Wednesday, November 2, 2011

Building a Startup

(Continued from Starting a Startup)
After several days of meetings in Sarasota we determined:

1)  I was moving to Sarasota to start a company with Norm and Joe.
2)  We were going to utilize open source software wherever possible (including AstLinux, obviously).
3)  The Internet was the only ubiquitous, high quality network to build a nationwide platform.
4)  The Internet was only getting more ubiquitous, more reliable, and faster in coming months/years/decades/etc.
5)  We were going to take advantage of as much of this as possible.

These were some pretty lofty goals.  Remember, this is early 2006.  Gmail was still invitation-only beta.  Google docs didn’t exist.  Amazon EC2 didn’t exist.  “Cloud computing” hadn’t come back into fashion yet.  The term itself didn’t exist.  The Internet was considered (by many) to be “best effort”, “inherently unreliable”, and “unsuitable” for critical communications (such as real time business telephony).  There were many naysayers who were confident this would be a miserable failure.  As it turns out, they were almost right.
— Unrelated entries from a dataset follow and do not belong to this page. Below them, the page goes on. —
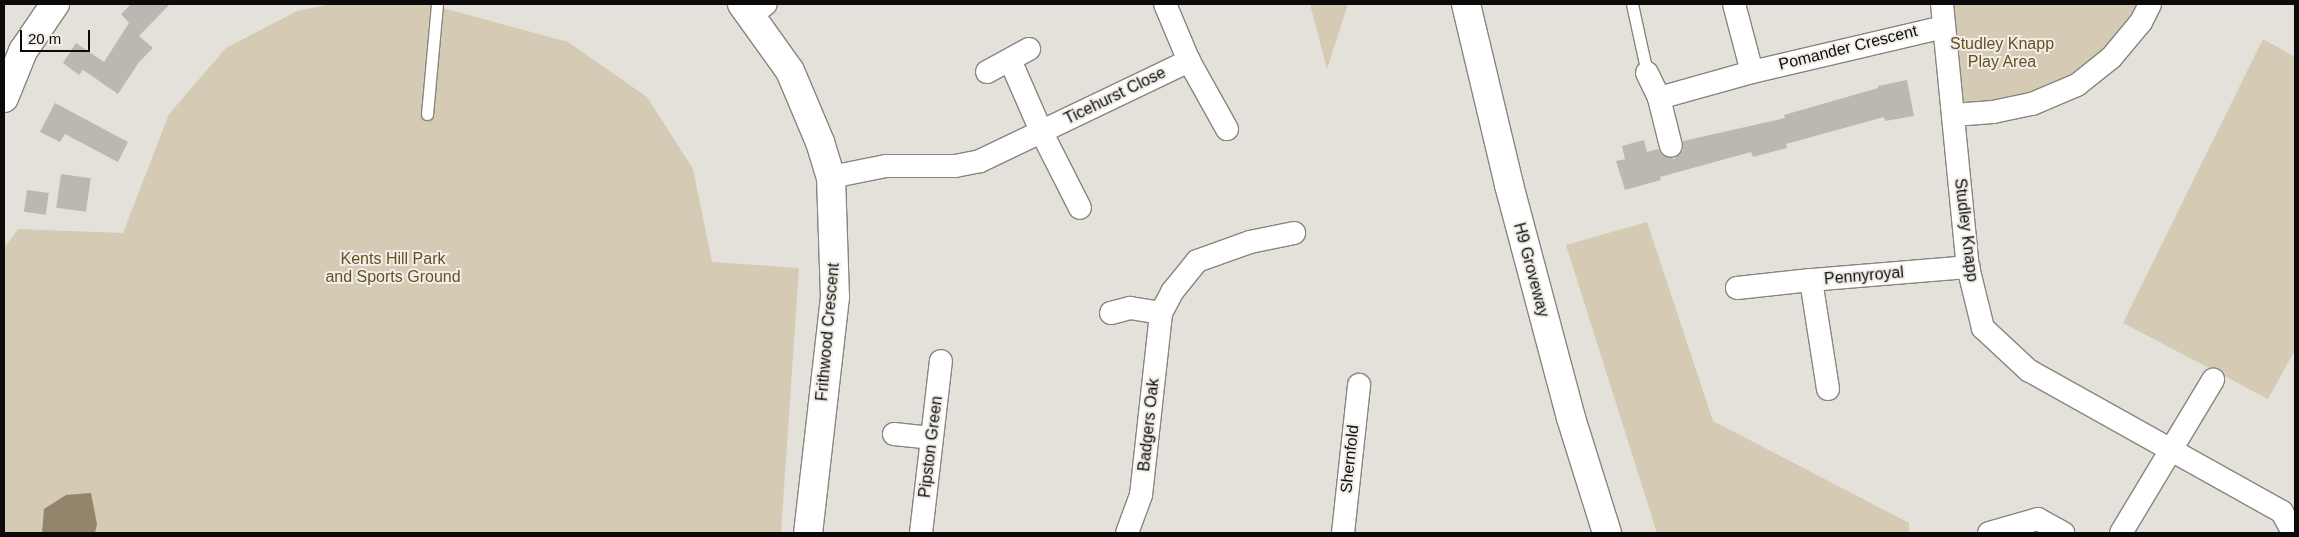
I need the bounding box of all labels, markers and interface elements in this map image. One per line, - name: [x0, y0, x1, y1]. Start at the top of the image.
- scale bar: [22, 20, 92, 52]
- street label: Pomander Crescent: [1777, 21, 1919, 75]
- text: 20 m: [28, 30, 61, 47]
- park label: Studley Knapp Play Area: [1950, 34, 2054, 72]
- street label: Ticehurst Close: [1061, 63, 1169, 129]
- street label: Studley Knapp: [1950, 177, 1982, 283]
- street label: H9 Groveway: [1509, 221, 1553, 319]
- park label: Kents Hill Park and Sports Ground: [325, 249, 461, 287]
- street label: Frithwood Crescent: [812, 262, 844, 402]
- street label: Pennyroyal: [1823, 263, 1905, 289]
- street label: Badgers Oak: [1135, 378, 1163, 472]
- street label: Pipston Green: [915, 395, 947, 499]
- street label: Shernfold: [1337, 424, 1363, 494]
We thought the “secret sauce” to business grade voice over the internet was monitoring and management.  If one could monitor and manage the internet connection business grade voice should be possible.  Of course this is very ambiguous but it lead to several great hires.  We hired

Joe had already deployed several embedded Asterisk systems to various businesses in the Sarasota area.  They used an embedded version of Linux he patched together and a third party (unnamed) “carrier” to connect to the PSTN.  The first step was upgrading these machines and getting them on AstLinux.  Once this was accomplished we felt confident enough to proceed with our plan.  This was Star2Star Communications and in the beginning of 2006 it looked something like this:

1)  Soekris net4801 machines running AstLinux on the customer premise.
2)  Grandstream GXP-2000 phones at each desk.
3)  Connectivity to a third party “ITSP”.
4)  Management/monitoring systems (check IP connectivity, phone availability, ITSP reliability, local LAN, etc).
5)  Central provisioning of AstLinux systems, phones, etc.

This was Star2Star and there was something I really liked about it - it was simple.  Anyone who knows me or knows of my projects (AstLinux, for example) has to know I favor simplicity whenever possible.  Keep it simple, keep it simple, keep it simple (stupid).

As time went on we started to learn that maybe this was too simple.  We didn’t have enough control.  Out monitoring wasn’t as mature as it should be.  We didn’t pick the right IP phones.  These could be easily fixed.  However, we soon realized our biggest mistake was architecture (or lack thereof).  This wasn’t going to be an easy fix.

We couldn’t find an ITSP that offered a level of quality we considered to be acceptable.  Very few ITSPs had any more experience with VoIP, SIP, and the internet than we did.  More disturbing, however, was an almost complete lack of focus on quality and reliability.  No process.

What we (quickly) discovered is the extremely low barrier to entry for ITSPs, especially back then.  Virtually anyone could install Asterisk on a $100/mo box in a colo somewhere, buy dialtone from someone (who knows) and call themselves an ITSP.  After going through several of these we discovered we needed to do it ourselves.

Even assuming we could solve the PSTN connectivity problem we discovered yet another issue.  All of the monitoring and management in the world cannot make up for a terrible last mile.  If the copper in the ground is rotting and the DSL modem can only negotiate 128kbps/128kbps that’s all you’re going to get.  To make matters worse in the event of a cut or outage the customer would be down completely.  While that may have always happened with the PSTN and an on premise PBX we considered this to be unacceptable.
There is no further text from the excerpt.